[Stored data entries]
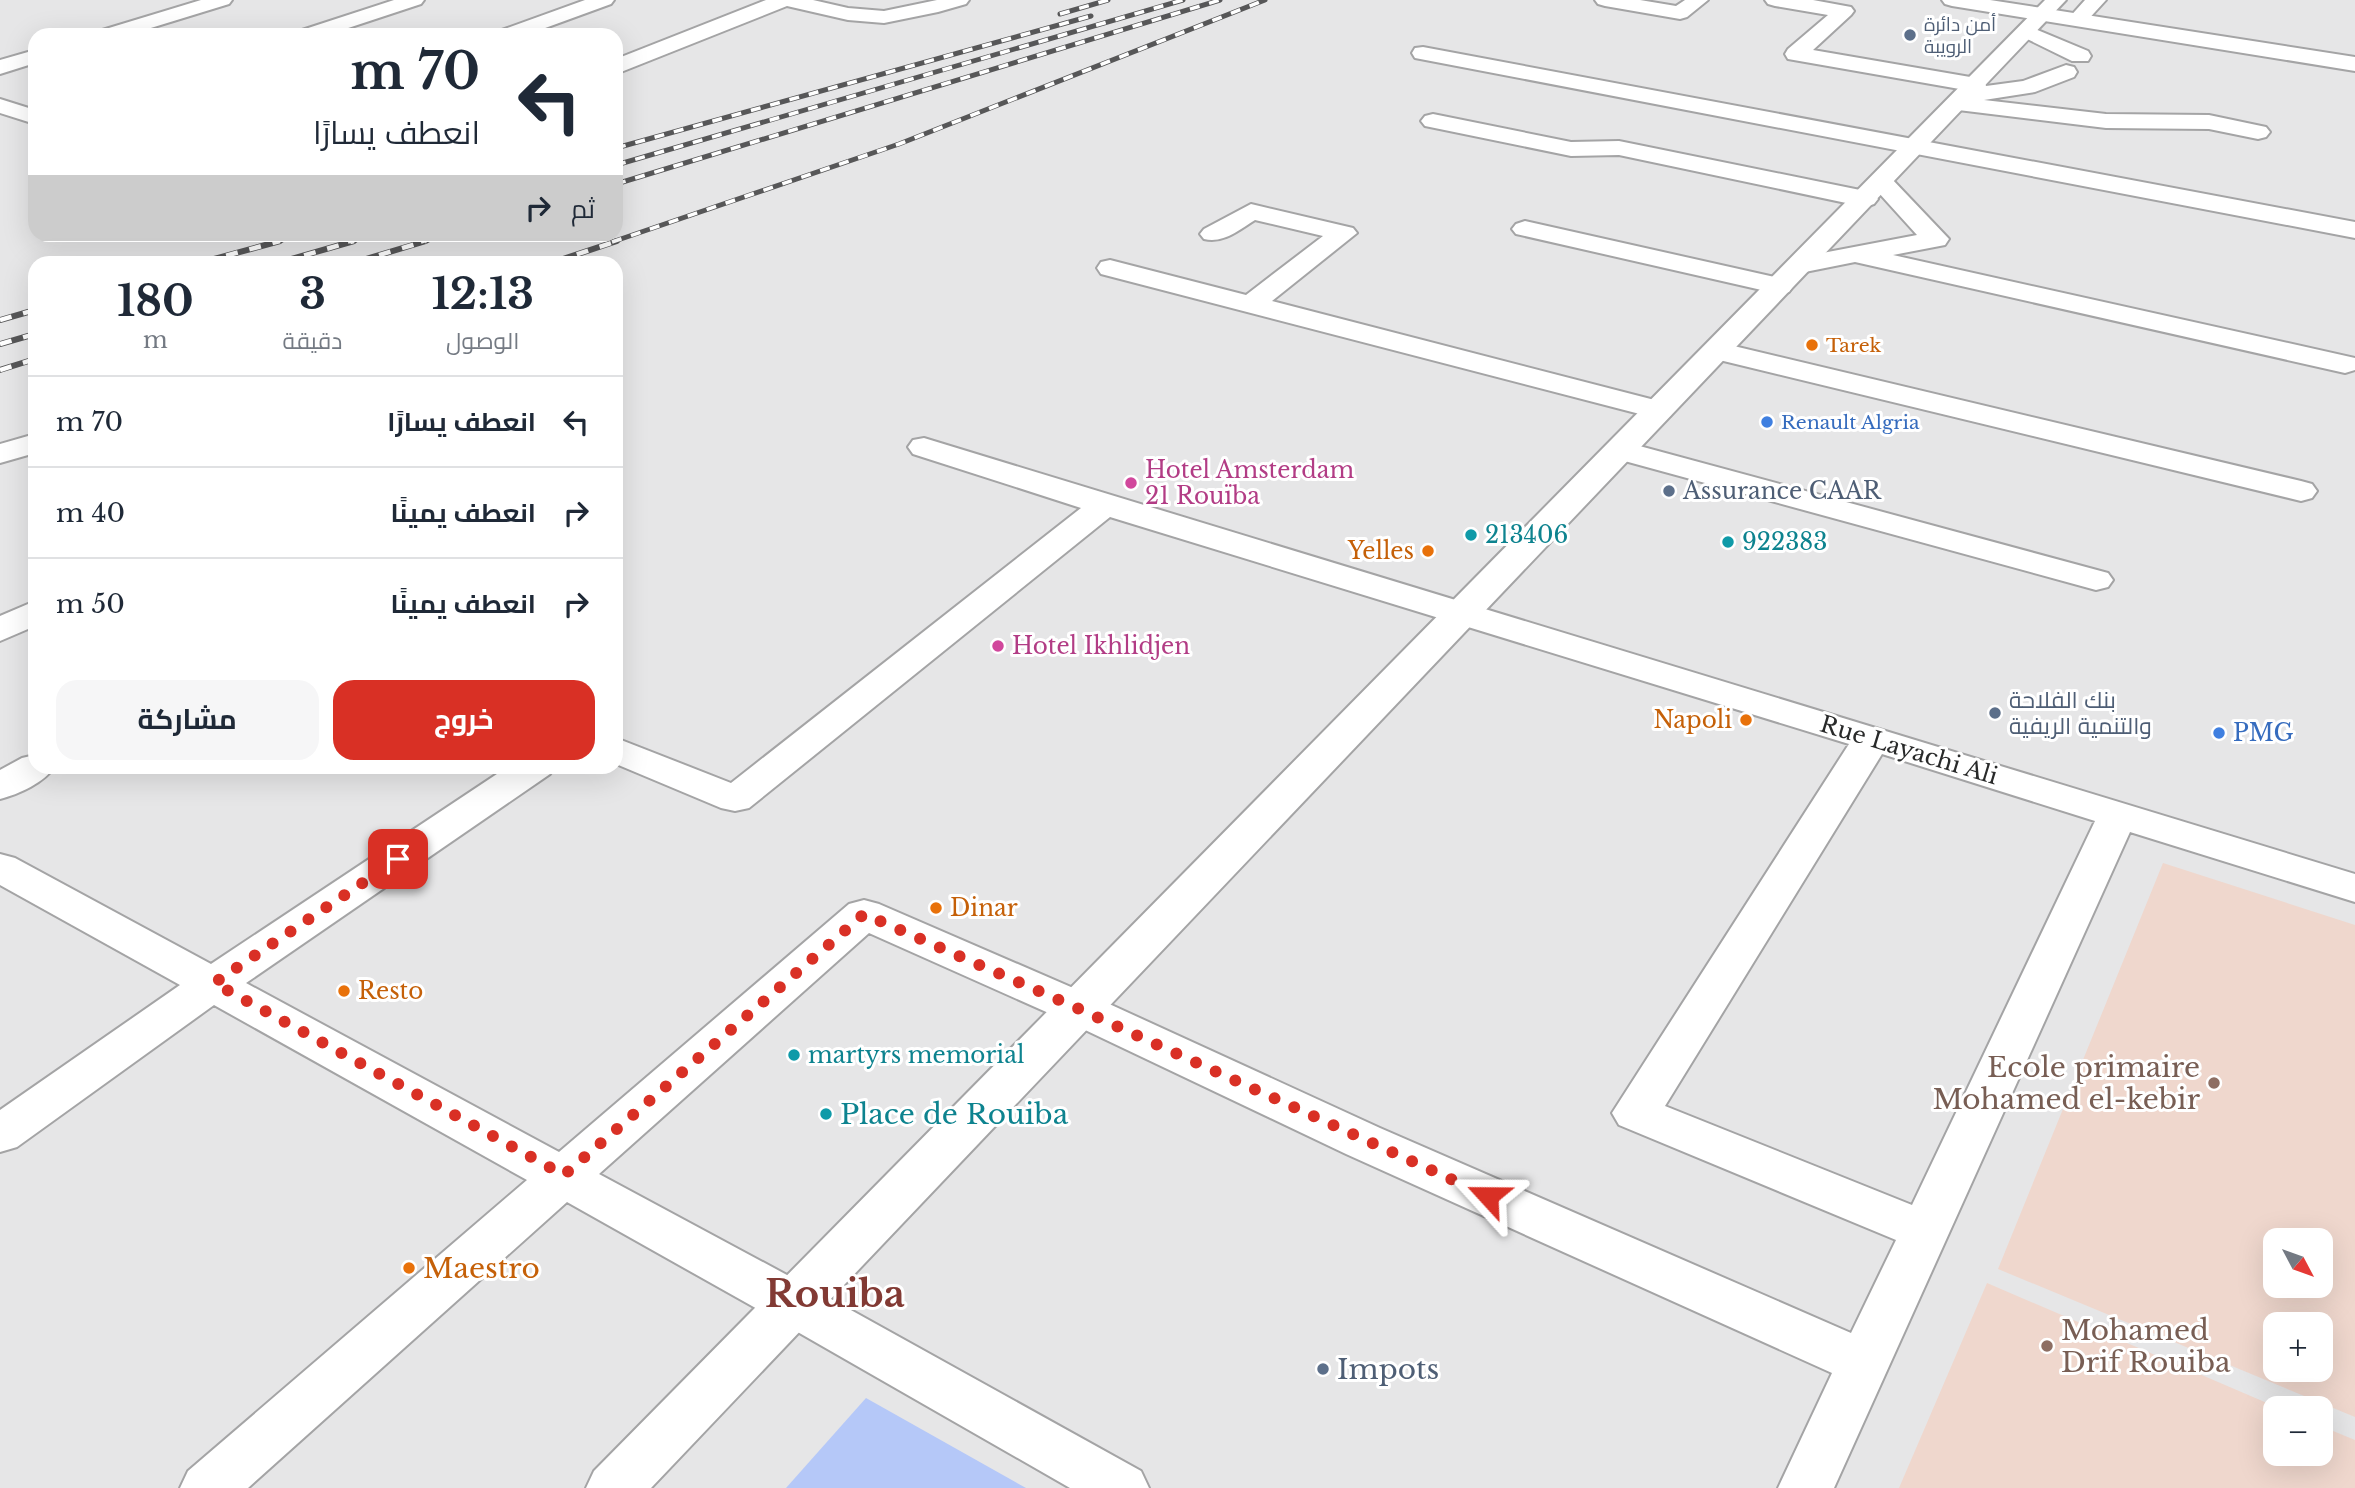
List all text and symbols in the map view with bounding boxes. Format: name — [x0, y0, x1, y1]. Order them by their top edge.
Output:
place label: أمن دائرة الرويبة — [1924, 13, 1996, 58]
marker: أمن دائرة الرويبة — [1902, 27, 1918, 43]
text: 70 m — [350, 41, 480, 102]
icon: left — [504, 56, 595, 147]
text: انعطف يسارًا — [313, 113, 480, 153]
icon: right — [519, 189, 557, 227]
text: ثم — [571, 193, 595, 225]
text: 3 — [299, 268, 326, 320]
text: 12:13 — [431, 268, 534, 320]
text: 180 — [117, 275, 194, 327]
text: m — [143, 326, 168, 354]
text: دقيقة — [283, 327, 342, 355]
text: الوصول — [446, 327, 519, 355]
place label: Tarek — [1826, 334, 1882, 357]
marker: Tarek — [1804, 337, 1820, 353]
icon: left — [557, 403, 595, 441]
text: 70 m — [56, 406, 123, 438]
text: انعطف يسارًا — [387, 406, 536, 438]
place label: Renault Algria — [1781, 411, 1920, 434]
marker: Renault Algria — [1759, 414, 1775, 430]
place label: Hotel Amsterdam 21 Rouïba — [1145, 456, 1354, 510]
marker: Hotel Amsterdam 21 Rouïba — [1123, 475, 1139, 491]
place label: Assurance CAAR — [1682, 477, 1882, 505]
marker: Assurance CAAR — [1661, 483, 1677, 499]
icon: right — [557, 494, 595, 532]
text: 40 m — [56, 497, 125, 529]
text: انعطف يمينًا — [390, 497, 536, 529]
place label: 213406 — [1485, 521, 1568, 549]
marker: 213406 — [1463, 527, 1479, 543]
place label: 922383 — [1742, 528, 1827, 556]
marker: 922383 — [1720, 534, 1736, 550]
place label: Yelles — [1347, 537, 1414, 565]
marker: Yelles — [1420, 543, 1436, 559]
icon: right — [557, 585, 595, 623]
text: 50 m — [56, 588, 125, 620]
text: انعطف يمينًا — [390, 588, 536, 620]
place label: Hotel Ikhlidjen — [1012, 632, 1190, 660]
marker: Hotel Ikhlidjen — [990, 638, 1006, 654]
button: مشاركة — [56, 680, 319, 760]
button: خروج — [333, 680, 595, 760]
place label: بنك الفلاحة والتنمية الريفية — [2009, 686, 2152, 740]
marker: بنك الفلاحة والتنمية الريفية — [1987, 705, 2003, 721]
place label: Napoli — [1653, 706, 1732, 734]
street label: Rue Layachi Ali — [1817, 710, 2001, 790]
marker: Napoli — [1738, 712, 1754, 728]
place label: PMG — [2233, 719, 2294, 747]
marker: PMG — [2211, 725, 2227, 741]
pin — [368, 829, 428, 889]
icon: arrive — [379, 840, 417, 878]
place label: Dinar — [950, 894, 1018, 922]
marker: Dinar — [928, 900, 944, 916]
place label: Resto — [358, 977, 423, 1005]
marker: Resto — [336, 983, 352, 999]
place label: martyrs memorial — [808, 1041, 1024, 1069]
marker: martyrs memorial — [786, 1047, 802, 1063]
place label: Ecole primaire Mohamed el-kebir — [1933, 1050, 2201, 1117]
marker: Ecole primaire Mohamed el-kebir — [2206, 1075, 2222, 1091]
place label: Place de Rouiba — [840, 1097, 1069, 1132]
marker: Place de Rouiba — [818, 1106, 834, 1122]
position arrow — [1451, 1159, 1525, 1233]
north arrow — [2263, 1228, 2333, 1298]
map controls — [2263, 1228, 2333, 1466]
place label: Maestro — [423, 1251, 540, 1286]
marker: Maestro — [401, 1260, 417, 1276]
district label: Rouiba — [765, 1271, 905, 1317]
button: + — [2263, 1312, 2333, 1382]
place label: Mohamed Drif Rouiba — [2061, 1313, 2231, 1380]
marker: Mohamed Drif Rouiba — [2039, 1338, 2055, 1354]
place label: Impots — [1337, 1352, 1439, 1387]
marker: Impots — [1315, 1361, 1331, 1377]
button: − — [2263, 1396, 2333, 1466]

ACTION ITEM: All lines with the string "الفلاحة" must be copied from the data.

EXERCISE OUTPUT:
place label: بنك الفلاحة والتنمية الريفية — [2009, 686, 2152, 740]
marker: بنك الفلاحة والتنمية الريفية — [1987, 705, 2003, 721]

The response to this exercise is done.